(Data records Opens)
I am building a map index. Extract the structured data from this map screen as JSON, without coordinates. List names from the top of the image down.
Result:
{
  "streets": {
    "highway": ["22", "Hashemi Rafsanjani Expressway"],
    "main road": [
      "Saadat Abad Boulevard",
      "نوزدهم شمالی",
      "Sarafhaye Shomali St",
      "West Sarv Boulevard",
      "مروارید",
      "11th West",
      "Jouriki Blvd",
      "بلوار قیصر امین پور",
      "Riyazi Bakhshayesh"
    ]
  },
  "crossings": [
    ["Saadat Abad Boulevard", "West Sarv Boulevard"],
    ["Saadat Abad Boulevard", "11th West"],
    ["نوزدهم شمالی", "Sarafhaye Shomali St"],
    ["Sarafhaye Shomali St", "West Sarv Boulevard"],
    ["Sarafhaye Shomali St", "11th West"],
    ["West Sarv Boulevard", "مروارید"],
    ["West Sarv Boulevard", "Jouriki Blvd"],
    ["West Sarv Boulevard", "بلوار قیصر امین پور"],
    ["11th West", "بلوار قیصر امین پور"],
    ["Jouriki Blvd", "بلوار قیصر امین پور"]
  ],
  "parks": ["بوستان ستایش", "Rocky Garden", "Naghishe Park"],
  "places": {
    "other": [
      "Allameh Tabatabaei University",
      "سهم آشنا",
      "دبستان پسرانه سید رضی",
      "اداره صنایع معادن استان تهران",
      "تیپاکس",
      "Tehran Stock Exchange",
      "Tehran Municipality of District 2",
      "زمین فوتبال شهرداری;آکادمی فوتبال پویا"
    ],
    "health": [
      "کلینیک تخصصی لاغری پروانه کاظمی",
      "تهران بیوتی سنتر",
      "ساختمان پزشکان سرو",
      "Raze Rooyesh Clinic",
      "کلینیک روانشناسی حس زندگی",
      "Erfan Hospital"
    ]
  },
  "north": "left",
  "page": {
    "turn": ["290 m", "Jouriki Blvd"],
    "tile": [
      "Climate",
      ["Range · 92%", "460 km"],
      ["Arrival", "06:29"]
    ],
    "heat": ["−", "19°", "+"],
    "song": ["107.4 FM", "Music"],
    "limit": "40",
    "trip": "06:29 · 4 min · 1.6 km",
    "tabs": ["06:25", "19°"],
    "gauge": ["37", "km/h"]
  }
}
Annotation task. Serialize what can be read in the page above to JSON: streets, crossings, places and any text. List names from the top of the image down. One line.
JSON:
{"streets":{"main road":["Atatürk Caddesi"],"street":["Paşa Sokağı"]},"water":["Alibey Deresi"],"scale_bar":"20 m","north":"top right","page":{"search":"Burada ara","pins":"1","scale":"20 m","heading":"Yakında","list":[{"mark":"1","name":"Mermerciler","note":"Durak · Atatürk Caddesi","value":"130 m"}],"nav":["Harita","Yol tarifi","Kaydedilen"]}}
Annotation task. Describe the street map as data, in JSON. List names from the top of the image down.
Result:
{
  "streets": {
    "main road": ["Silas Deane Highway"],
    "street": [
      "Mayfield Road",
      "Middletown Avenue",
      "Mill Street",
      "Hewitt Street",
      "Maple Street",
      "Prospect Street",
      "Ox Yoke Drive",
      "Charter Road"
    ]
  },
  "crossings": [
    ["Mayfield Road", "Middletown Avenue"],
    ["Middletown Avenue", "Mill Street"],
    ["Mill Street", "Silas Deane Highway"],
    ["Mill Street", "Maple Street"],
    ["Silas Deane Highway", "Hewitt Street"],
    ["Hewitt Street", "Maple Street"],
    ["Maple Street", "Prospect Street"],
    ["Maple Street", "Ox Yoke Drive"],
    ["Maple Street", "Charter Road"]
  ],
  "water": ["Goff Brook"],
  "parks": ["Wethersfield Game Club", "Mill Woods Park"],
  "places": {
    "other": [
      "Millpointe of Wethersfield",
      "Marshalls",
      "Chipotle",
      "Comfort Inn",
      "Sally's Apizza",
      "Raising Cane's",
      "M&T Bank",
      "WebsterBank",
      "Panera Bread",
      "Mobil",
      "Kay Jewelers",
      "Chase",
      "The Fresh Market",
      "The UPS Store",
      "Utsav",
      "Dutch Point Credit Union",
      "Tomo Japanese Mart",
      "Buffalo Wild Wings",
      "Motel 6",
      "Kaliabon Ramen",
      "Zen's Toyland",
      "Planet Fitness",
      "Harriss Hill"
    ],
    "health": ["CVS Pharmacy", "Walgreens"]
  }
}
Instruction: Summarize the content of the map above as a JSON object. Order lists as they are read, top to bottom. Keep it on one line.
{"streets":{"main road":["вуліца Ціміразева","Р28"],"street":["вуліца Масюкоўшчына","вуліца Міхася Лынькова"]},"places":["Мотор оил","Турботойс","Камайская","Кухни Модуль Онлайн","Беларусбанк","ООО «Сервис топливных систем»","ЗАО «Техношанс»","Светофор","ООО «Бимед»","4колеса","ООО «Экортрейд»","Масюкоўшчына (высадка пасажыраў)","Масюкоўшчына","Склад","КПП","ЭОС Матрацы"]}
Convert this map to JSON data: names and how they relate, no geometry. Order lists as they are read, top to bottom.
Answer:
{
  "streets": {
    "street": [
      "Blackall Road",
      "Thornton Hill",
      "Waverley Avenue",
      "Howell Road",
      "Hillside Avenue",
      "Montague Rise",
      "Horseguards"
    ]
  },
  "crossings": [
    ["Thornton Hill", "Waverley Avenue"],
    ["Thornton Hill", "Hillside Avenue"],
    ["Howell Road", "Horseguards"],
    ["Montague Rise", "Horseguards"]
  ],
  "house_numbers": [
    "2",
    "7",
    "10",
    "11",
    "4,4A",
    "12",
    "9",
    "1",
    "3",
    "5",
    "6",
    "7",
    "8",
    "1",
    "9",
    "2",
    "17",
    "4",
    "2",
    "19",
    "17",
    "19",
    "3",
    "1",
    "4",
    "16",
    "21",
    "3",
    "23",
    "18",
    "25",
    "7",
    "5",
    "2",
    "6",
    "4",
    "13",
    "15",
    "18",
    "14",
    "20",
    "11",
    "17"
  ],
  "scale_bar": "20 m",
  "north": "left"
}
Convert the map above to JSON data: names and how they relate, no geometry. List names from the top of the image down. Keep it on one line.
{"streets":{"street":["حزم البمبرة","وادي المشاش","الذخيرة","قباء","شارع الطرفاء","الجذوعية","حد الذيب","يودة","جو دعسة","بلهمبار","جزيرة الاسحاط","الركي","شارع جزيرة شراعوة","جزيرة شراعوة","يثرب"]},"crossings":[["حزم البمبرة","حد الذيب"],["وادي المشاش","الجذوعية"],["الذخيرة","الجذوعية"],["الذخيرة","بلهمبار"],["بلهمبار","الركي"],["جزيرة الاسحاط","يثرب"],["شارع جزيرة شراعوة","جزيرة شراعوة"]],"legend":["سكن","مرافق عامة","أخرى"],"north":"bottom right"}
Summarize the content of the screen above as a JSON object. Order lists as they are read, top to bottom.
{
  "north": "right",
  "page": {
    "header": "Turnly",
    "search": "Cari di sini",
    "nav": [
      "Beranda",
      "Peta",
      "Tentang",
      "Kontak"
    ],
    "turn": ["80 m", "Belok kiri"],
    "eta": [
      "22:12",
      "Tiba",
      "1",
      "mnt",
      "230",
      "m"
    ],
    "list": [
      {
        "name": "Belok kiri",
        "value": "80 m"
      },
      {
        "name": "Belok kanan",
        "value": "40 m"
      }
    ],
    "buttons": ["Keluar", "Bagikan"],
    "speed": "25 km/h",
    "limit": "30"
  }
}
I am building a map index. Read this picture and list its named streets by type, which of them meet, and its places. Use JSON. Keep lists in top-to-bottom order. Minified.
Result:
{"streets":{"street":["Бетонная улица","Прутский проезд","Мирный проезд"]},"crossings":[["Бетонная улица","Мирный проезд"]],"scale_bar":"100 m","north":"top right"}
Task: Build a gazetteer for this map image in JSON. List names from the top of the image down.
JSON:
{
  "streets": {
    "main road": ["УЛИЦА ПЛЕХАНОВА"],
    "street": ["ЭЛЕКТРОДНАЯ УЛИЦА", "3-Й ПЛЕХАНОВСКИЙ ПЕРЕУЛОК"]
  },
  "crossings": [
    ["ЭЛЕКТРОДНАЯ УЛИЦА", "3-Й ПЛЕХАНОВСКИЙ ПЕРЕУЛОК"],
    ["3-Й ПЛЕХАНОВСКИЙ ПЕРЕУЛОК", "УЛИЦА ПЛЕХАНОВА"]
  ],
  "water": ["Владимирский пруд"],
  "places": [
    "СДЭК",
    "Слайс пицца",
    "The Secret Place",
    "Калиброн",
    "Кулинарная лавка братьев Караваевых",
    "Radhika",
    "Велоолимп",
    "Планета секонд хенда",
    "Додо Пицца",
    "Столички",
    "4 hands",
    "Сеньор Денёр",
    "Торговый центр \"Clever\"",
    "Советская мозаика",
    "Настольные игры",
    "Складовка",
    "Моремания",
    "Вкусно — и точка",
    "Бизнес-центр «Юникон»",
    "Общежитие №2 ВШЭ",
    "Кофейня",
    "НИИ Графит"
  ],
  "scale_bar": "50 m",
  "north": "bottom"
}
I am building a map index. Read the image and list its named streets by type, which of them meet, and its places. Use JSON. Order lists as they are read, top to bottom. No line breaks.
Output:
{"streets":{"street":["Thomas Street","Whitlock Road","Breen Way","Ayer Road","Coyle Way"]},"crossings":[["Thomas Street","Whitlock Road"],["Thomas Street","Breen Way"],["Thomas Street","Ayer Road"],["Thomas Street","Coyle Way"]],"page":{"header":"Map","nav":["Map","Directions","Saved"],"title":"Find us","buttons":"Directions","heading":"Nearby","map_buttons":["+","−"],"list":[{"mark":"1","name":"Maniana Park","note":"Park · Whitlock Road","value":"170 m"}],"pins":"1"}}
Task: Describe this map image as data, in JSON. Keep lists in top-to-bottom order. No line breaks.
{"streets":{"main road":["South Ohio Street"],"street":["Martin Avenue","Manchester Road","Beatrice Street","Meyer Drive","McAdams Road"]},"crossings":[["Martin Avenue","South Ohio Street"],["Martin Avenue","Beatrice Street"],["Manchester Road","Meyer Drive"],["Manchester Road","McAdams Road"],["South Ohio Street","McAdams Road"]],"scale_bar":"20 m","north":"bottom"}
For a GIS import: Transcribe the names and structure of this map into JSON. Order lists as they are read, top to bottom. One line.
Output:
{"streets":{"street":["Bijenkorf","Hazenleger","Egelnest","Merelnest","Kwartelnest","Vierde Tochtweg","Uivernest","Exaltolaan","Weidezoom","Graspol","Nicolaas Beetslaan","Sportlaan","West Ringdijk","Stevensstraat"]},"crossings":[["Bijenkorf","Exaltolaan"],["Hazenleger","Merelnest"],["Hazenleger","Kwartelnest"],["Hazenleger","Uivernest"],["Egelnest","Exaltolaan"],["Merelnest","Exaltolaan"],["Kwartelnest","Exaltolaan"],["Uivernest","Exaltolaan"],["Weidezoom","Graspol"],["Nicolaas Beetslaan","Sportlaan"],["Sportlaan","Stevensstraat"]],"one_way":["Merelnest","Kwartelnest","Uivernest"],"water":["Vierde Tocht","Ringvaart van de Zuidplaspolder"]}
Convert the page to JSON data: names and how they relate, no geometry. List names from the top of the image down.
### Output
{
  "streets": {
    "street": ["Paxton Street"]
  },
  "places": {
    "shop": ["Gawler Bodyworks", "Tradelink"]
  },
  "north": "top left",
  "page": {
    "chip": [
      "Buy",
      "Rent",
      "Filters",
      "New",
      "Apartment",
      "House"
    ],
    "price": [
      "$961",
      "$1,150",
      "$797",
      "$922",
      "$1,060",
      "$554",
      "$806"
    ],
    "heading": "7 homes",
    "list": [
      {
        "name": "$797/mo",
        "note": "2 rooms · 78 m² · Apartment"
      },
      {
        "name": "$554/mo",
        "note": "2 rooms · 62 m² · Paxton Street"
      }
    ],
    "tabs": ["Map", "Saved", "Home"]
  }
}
(Data records Closes)
▸ **What is needed**: Beginning with the opening line above, retype the records exactly through the line with "Annotation task. Serialize", both ends included.

▸ **Exercise response**:
I am building a map index. Extract the structured data from this map screen as JSON, without coordinates. List names from the top of the image down.
Result:
{
  "streets": {
    "highway": ["22", "Hashemi Rafsanjani Expressway"],
    "main road": [
      "Saadat Abad Boulevard",
      "نوزدهم شمالی",
      "Sarafhaye Shomali St",
      "West Sarv Boulevard",
      "مروارید",
      "11th West",
      "Jouriki Blvd",
      "بلوار قیصر امین پور",
      "Riyazi Bakhshayesh"
    ]
  },
  "crossings": [
    ["Saadat Abad Boulevard", "West Sarv Boulevard"],
    ["Saadat Abad Boulevard", "11th West"],
    ["نوزدهم شمالی", "Sarafhaye Shomali St"],
    ["Sarafhaye Shomali St", "West Sarv Boulevard"],
    ["Sarafhaye Shomali St", "11th West"],
    ["West Sarv Boulevard", "مروارید"],
    ["West Sarv Boulevard", "Jouriki Blvd"],
    ["West Sarv Boulevard", "بلوار قیصر امین پور"],
    ["11th West", "بلوار قیصر امین پور"],
    ["Jouriki Blvd", "بلوار قیصر امین پور"]
  ],
  "parks": ["بوستان ستایش", "Rocky Garden", "Naghishe Park"],
  "places": {
    "other": [
      "Allameh Tabatabaei University",
      "سهم آشنا",
      "دبستان پسرانه سید رضی",
      "اداره صنایع معادن استان تهران",
      "تیپاکس",
      "Tehran Stock Exchange",
      "Tehran Municipality of District 2",
      "زمین فوتبال شهرداری;آکادمی فوتبال پویا"
    ],
    "health": [
      "کلینیک تخصصی لاغری پروانه کاظمی",
      "تهران بیوتی سنتر",
      "ساختمان پزشکان سرو",
      "Raze Rooyesh Clinic",
      "کلینیک روانشناسی حس زندگی",
      "Erfan Hospital"
    ]
  },
  "north": "left",
  "page": {
    "turn": ["290 m", "Jouriki Blvd"],
    "tile": [
      "Climate",
      ["Range · 92%", "460 km"],
      ["Arrival", "06:29"]
    ],
    "heat": ["−", "19°", "+"],
    "song": ["107.4 FM", "Music"],
    "limit": "40",
    "trip": "06:29 · 4 min · 1.6 km",
    "tabs": ["06:25", "19°"],
    "gauge": ["37", "km/h"]
  }
}
Annotation task. Serialize what can be read in the page above to JSON: streets, crossings, places and any text. List names from the top of the image down. One line.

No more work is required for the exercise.